** Opening Data provided block **

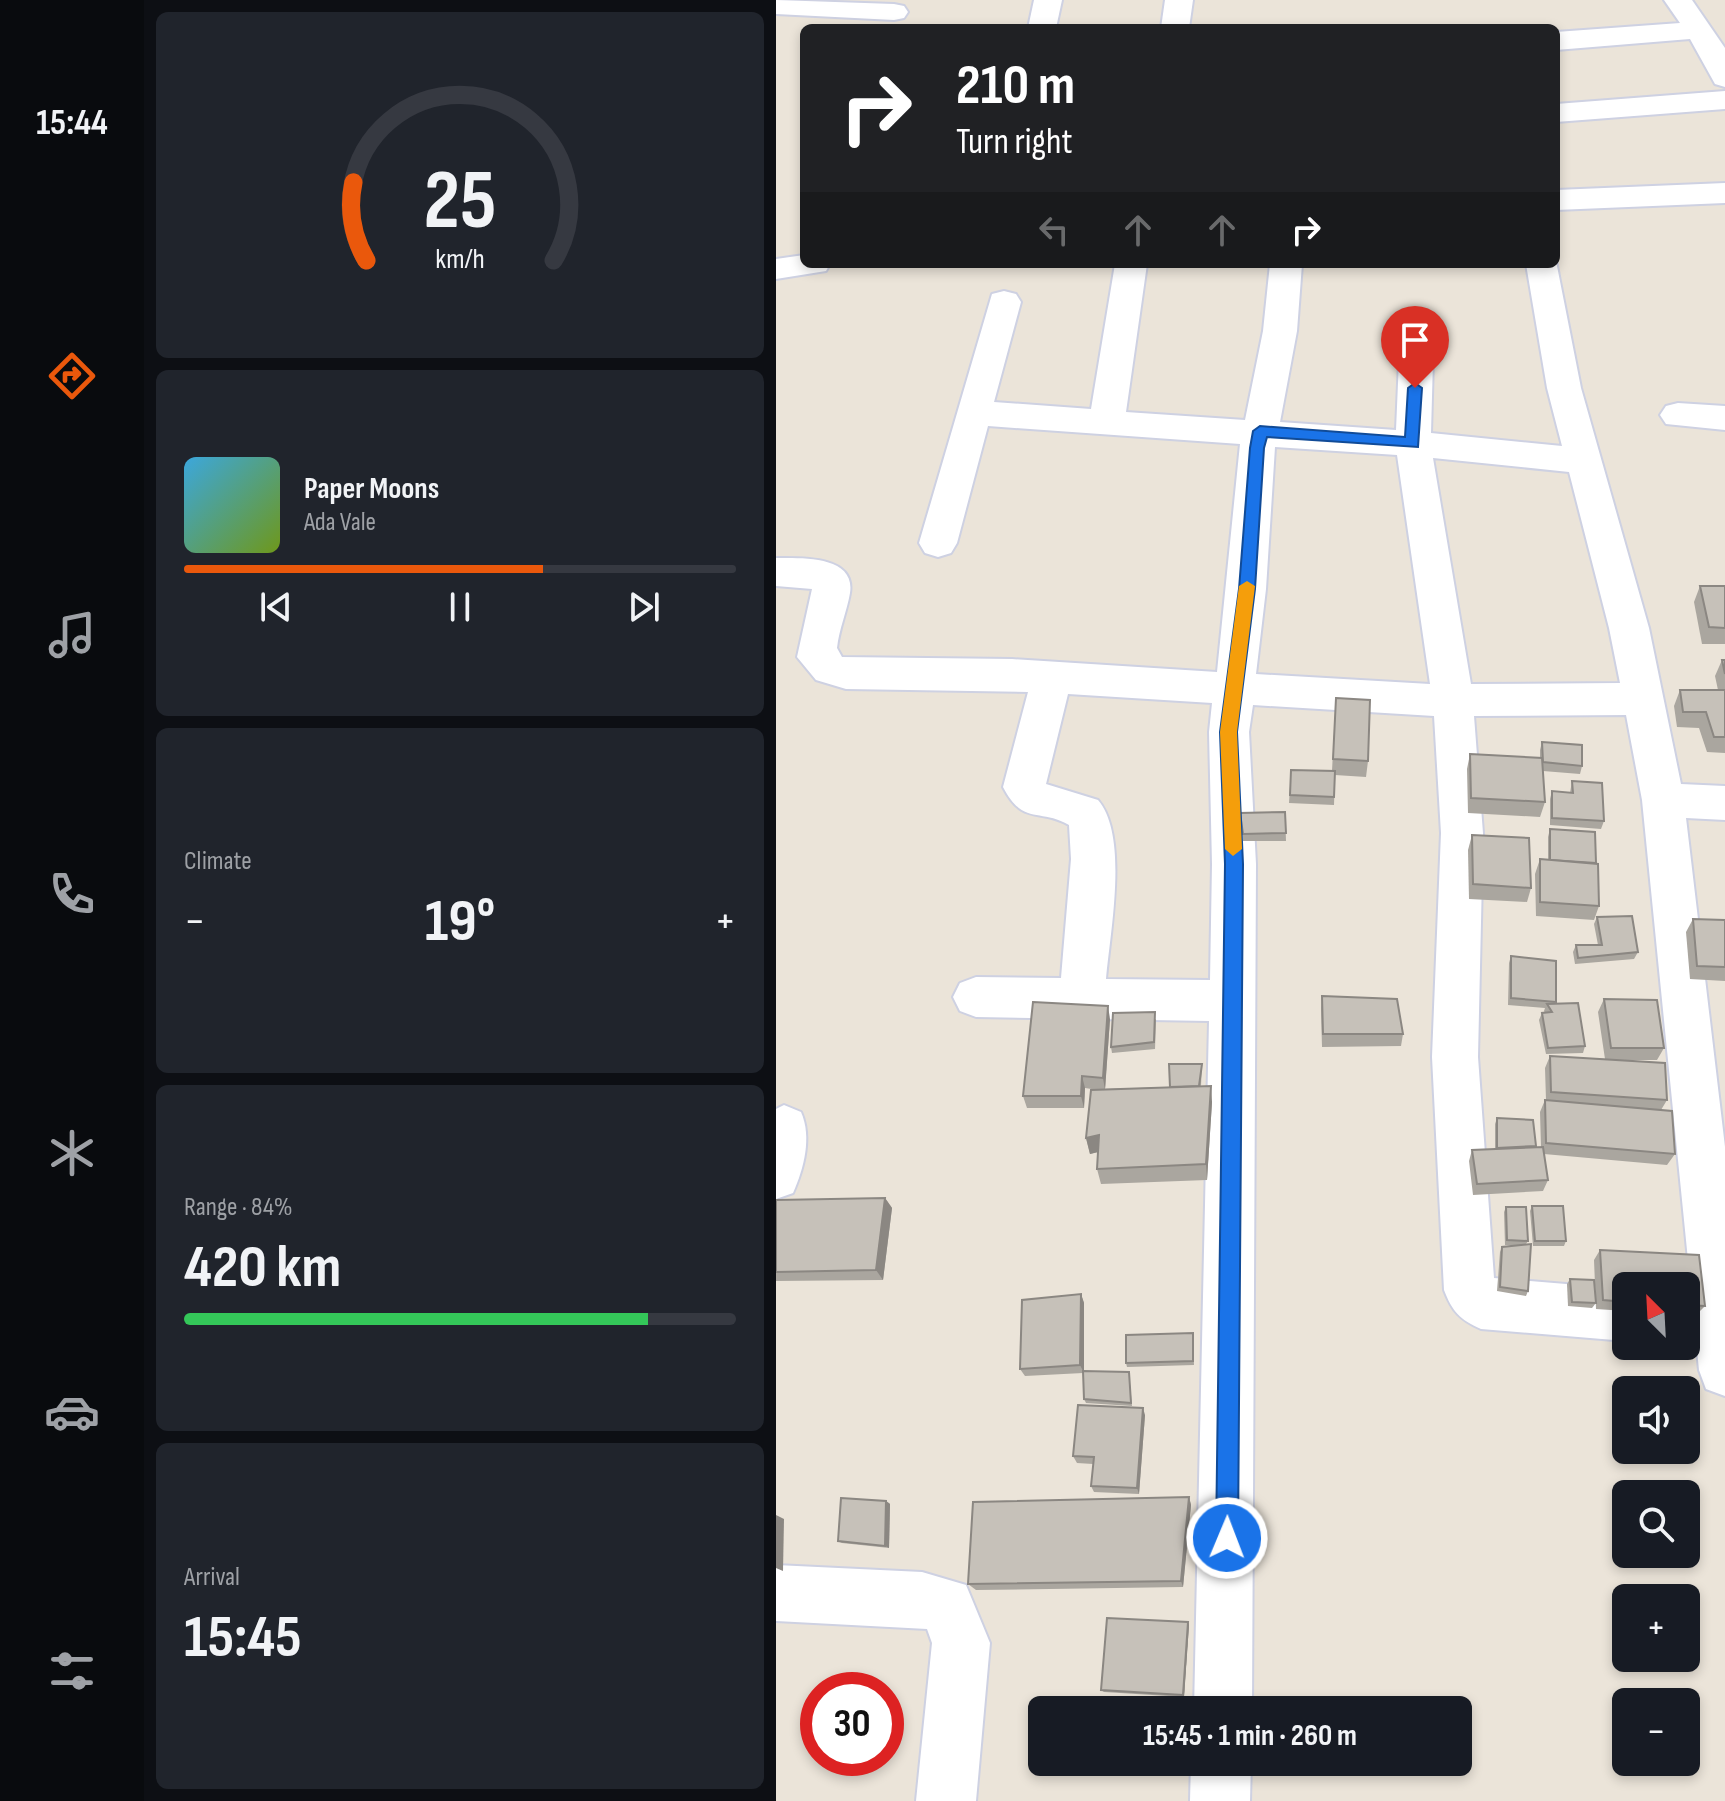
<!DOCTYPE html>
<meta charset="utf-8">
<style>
body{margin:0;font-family:"Sofia Sans Condensed",sans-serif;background:#20242c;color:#f1f3f6;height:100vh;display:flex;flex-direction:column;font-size:30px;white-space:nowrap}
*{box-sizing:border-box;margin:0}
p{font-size:26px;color:#9ea1a6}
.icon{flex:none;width:44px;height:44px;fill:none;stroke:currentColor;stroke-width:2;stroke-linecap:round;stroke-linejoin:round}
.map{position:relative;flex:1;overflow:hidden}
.side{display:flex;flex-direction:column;gap:12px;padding:12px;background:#0d0f14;width:632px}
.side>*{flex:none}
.hud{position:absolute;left:24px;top:24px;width:760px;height:244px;border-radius:12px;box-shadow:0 4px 12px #0003;background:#202124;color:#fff;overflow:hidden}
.needle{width:52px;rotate:336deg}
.tools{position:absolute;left:836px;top:1272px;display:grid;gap:16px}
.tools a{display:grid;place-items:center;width:88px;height:88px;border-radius:12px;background:#171b24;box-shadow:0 4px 12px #0003;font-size:40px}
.speed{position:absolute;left:24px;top:1672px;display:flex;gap:16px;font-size:40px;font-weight:700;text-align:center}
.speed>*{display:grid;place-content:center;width:104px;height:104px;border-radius:50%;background:#171b24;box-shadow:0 4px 12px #0003;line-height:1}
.speed .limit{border:12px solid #d22;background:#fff;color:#111}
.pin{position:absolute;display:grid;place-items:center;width:68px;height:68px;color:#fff;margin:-82px -34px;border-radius:50% 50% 50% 0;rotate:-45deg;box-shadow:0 0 8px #0007}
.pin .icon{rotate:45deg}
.me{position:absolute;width:88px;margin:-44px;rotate:1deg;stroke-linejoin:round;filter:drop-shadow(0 0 6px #0008)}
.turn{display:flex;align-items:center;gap:28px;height:168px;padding:0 24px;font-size:36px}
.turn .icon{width:104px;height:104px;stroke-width:2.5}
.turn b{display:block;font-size:56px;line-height:68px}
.lanes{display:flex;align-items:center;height:76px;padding:0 24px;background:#0003;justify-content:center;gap:40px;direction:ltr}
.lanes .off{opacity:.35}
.big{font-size:60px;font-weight:700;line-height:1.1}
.side .tile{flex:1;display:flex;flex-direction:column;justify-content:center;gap:12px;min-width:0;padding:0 28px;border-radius:12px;background:#20242c}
.side .dial{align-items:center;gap:0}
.dial svg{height:208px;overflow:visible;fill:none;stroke:#363941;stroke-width:7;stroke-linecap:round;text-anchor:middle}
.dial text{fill:#f1f3f6;stroke:none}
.song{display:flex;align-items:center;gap:24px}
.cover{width:96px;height:96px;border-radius:12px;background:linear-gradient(135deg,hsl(200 70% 55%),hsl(80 70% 35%))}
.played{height:8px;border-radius:4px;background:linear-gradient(90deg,#ea580c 65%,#363941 65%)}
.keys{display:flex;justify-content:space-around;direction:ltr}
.heat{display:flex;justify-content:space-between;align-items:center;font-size:44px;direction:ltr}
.charge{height:12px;border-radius:6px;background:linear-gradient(90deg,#34c759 84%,#363941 0)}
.trip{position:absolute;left:252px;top:1696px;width:444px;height:80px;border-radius:12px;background:#171b24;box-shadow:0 4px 12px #0003;font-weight:700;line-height:80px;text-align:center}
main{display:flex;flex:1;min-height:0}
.tabs{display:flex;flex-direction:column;width:144px;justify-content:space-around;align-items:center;background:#090b0e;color:#9ea1a6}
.tabs .icon{width:56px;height:56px}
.tabs .active{color:#ea580c}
.tabs b{font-size:36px;color:#f1f3f6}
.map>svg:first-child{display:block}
</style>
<main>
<nav class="tabs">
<b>15:44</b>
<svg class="icon active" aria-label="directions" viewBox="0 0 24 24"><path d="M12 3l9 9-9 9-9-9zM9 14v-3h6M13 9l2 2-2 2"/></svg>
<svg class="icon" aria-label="music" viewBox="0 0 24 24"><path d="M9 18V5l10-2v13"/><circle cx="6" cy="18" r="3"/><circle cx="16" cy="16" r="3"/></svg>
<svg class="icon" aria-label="phone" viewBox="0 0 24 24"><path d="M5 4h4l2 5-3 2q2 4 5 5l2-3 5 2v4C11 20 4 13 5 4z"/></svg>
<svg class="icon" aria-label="climate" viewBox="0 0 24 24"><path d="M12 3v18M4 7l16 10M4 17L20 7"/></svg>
<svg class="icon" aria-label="car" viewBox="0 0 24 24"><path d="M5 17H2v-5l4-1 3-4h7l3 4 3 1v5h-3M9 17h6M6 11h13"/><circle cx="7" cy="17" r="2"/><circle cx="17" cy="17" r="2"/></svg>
<svg class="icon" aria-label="filters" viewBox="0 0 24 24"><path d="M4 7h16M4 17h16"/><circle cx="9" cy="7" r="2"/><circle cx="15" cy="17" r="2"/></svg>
</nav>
<section class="side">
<div class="tile dial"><svg viewBox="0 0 100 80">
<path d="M14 69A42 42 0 1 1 86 69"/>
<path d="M14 69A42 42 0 0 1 9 39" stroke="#ea580c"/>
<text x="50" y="56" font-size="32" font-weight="700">25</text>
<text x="50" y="72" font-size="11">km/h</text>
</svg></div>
<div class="tile">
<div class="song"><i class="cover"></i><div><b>Paper Moons</b><p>Ada Vale</p></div></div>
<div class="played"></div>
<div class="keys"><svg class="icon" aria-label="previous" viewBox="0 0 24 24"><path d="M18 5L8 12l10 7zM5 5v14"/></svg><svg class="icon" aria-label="pause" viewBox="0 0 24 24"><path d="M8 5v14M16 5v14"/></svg><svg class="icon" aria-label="next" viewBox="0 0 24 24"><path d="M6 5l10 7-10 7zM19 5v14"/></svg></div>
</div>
<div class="tile"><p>Climate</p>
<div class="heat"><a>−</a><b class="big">19°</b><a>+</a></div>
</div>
<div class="tile"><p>Range · 84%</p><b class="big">420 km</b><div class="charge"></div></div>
<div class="tile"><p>Arrival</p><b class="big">15:45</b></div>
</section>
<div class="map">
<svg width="949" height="1801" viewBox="0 0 949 1801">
<rect width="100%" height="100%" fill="#ebe4d9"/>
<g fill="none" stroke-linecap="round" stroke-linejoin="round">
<g stroke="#ced1e2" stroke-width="4">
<g id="minor">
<path d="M0,0L118,4L128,6L132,12L128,18L118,20L0,14Z"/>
<path d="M258,0H286L280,28H252Z"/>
<path d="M389,0H417L413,28H385Z"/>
<path d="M888,0H916L949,48V87L939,84L914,39L780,50V32L904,23Z"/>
<path d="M949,91V109L780,122V104Z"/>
<path d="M949,183V203L780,210V190Z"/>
<path d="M28,255V264H54L50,271L0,279V259Z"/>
<path d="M780,261L805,388L873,628L905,784L949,786V820L910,818L949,1147V1396L930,1389L923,1370L866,800L850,715L698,716L707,833L702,1057L718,1278L850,1289V1341L705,1329C684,1320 676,1311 668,1290L656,1057L665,833L658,716L477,705L473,732L480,864L476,1710H418L433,1021L200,1017L184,1011L177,997L184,983L200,977L285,978L295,859L293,825C264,808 247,826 227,787L252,692L70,689L40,680L21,657L36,589L0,586V558C24,558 80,555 74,593C71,611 63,629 61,648L66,657L236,659L441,672L464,444L212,426L181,543L175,553L162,557L149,553L143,543L216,294L228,291L240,294L245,302L218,402L315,409L339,264H371L350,412L469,420L487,331L494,264H526L521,331L504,422L620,430L623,360L628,352L640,349L652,352L657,360L655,433L786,446L771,388L750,264H780ZM499,447L621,455L654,684L480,674L490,589ZM657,458L793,472L833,628L844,683L695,684ZM292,694L436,703L433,732L436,864L434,980L330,979C334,932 353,836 322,800L270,784Z"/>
<path d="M902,403L949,406V430L890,424L884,415L890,406Z"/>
<path d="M8,1105L25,1112C36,1137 28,1168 17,1193L0,1199V1109Z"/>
<path d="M0,1565L146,1572L190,1585L214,1643L200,1801H140L156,1643L151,1629L0,1621Z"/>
<path d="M415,1762H475L474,1801H414Z"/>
</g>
</g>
<use href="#minor" fill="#fff" fill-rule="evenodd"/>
</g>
<g fill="#aaa69f">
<path d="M924,586H949V644H926L918,602Z"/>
<path d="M946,660H949V753L931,752L923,728L901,727L898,706L904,690H942L939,676Z"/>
<path d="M559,714L592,761L590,777L559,775L558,805L513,803L515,770L556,771Z"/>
<path d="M766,742L806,766L804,774L767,771L769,802L764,817L692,813L691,769L694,754L764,758V750Z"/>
<path d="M796,781L828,821L825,829L774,825V799L776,791L794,793Z"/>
<path d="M509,812L510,841H467L464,813Z"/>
<path d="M774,829L823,906L818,920L760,916L759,874L764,859L772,860V837Z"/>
<path d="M696,835L755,888L751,902L693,899L692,850Z"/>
<path d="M821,917L862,952L858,959L799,964L797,952L800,945H822L818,924Z"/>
<path d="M917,919L949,920V981L914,979L910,932Z"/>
<path d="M735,956L780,1002L779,1004L809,1046L807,1053L770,1054L763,1020L766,1013H769L768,1011L769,1008L732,1005L733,963Z"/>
<path d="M546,996L627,1034L625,1046L546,1047L545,1009Z"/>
<path d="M828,999L888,1048L881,1060H844L891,1100L885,1110L899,1154L891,1165L768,1154L772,1180L767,1191L697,1195L693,1161L696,1150L719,1149V1124L721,1118L760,1146V1147H765L764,1112L769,1100H770L769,1068L774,1056L829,1059L822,1012Z"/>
<path d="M334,1019L329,1089L394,1087L426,1064L425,1086L436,1102L431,1180L325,1184L321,1169L322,1152L314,1154L310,1138L322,1090L309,1088L308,1108H251L247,1096Z"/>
<path d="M380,1019L379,1049L336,1053L335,1047Z"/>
<path d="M109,1198L116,1208L107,1280L0,1281V1200Z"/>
<path d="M756,1206L790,1241L788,1246H757L754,1211Z"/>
<path d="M730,1207L752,1241L750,1244L752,1291L750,1296L721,1291L724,1252L726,1247L741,1245H729L728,1212Z"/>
<path d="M824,1250L923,1255L929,1306L920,1315L910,1314V1286H850V1311L820,1309L818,1260Z"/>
<path d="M794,1279L820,1303L816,1308L792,1306L791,1284Z"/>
<path d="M305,1294L308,1303V1371L353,1372L356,1406L310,1403L308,1399L307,1373L249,1376L244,1369Z"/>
<path d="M417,1337L418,1365L351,1367L350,1363Z"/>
<path d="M369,1415L363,1494L318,1492L315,1486L317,1464L301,1463L297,1456Z"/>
<path d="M413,1497L415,1505L407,1587L200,1590L192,1584Z"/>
<path d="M110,1501L114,1504L113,1548L66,1543L62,1541Z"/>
<path d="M412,1622L413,1625L408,1697L328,1692L325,1690Z"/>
</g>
<g fill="#8b8782">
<path d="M332,1006L334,1019L329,1090L327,1078Z"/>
<path d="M306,1076L309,1088L308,1108L305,1096Z"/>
<path d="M435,1086L436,1102L431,1180L430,1164Z"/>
<path d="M323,1135L326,1151L314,1154L310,1138Z"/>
<path d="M109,1198L116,1208L107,1280L100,1270Z"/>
<path d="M305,1294L308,1303V1373L304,1365Z"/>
<path d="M367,1408L369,1415L363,1494L361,1488Z"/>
<path d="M413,1497L415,1505L407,1587L405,1581Z"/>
<path d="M110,1501L114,1504L113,1548L109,1546Z"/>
<path d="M0,1515L8,1519L7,1571L0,1568Z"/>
<path d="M412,1622L413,1625L408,1697L407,1695Z"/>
</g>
<g fill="#c6c1b9" stroke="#8b8782" stroke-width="2">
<path d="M924,586H949V628L933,627Z"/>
<path d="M946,660H949V674Z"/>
<path d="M904,690H949V737H938L930,712H907Z"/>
<path d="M560,698L594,700L592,761L557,759Z"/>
<path d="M766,742L806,745V766L767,762Z"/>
<path d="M694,754L766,758L769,802L695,798Z"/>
<path d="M515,770L559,771L558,797L514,795Z"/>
<path d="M796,781L826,783L828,821L776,818V791L797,793Z"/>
<path d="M509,812L510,833L467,834L464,813Z"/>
<path d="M774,829L819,832L820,863L774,860Z"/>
<path d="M696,835L753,838L755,888L697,884Z"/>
<path d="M764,859L822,864L823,906L764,902Z"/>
<path d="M856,916L862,952L802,958L800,945H826L821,917Z"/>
<path d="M917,919L949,920V967L921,966Z"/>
<path d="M735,956L780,961V1002L735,998Z"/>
<path d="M546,996L621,999L627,1034H547Z"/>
<path d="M828,999L881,1000L888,1048H835Z"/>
<path d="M257,1002L332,1006L327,1078L306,1076L305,1096H247Z"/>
<path d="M802,1003L809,1046L772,1048L766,1013L776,1012L771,1004Z"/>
<path d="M379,1012L378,1042L335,1047L337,1013Z"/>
<path d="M774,1056L889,1063L891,1100L775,1092Z"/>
<path d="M393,1064H426L423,1086L394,1087Z"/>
<path d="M435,1086L430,1164L321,1169L323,1135L310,1138L315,1090Z"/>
<path d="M769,1100L896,1111L899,1154L770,1143Z"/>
<path d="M721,1118L757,1120L760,1146L721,1148Z"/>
<path d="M767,1147L772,1180L701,1184L696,1150Z"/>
<path d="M109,1198L100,1270L0,1272V1200Z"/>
<path d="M756,1206H787L790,1241H759Z"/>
<path d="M730,1207H750L752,1241L731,1240Z"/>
<path d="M755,1244L752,1291L724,1287L726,1247Z"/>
<path d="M824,1250L923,1255L929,1306L910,1305V1286H850V1302L827,1300Z"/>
<path d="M794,1279L818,1280L820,1303L796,1302Z"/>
<path d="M305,1294L304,1365L244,1369L246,1300Z"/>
<path d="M417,1333V1361L350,1363V1335Z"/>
<path d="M307,1371L353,1372L355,1403L308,1399Z"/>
<path d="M302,1405L367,1408L361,1488L315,1486L318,1457L297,1456Z"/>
<path d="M413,1497L405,1581L192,1584L197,1502Z"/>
<path d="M65,1498L110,1501L109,1546L62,1541Z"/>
<path d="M331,1618L412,1622L407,1695L325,1690Z"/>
</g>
<path fill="#1a73e8" stroke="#114b97" stroke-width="2" d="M639,383L646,388L642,447L491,437L488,448L479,589L461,732L467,864L462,1538L459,1547L451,1550L443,1547L440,1538L449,864L444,732L463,589L474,448L477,431L484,426L629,437L632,388Z"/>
<path fill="#f59e0b" d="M471,581L479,586L461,732L466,849L457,856L449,849L444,732L463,586Z"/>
</svg>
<div class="tools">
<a><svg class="needle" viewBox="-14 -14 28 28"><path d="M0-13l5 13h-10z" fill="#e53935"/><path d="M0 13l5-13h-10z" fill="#9ea1a6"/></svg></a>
<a><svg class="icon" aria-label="sound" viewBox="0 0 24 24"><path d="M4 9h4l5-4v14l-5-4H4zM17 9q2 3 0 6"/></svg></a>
<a><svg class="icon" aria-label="search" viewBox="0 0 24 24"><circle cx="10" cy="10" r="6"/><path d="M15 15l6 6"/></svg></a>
<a>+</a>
<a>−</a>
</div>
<div class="speed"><div class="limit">30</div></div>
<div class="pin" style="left:639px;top:388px;background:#d93025"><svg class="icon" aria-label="arrive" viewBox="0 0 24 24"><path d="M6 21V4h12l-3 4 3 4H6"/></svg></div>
<svg class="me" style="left:451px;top:1538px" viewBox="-20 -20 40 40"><circle r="17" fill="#1a73e8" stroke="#fff" stroke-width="3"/><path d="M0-11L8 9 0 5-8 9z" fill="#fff"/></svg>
<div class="trip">15:45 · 1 min · 260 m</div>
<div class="hud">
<div class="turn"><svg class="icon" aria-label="right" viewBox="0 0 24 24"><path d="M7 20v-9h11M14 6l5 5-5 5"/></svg><div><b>210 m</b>Turn right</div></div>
<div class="lanes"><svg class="icon off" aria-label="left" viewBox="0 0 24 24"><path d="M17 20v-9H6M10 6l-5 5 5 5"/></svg><svg class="icon off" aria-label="ahead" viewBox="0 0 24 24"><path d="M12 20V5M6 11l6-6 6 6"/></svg><svg class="icon off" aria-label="ahead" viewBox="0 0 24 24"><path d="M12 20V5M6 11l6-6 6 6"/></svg><svg class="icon" aria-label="right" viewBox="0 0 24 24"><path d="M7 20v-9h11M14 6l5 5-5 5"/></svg></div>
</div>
</div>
</main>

** Closing Data provided block **

Your instructions: Scan the lines above for the word "linecap", then copy each line that has it.

Response to the task:
.icon{flex:none;width:44px;height:44px;fill:none;stroke:currentColor;stroke-width:2;stroke-linecap:round;stroke-linejoin:round}
.dial svg{height:208px;overflow:visible;fill:none;stroke:#363941;stroke-width:7;stroke-linecap:round;text-anchor:middle}
<g fill="none" stroke-linecap="round" stroke-linejoin="round">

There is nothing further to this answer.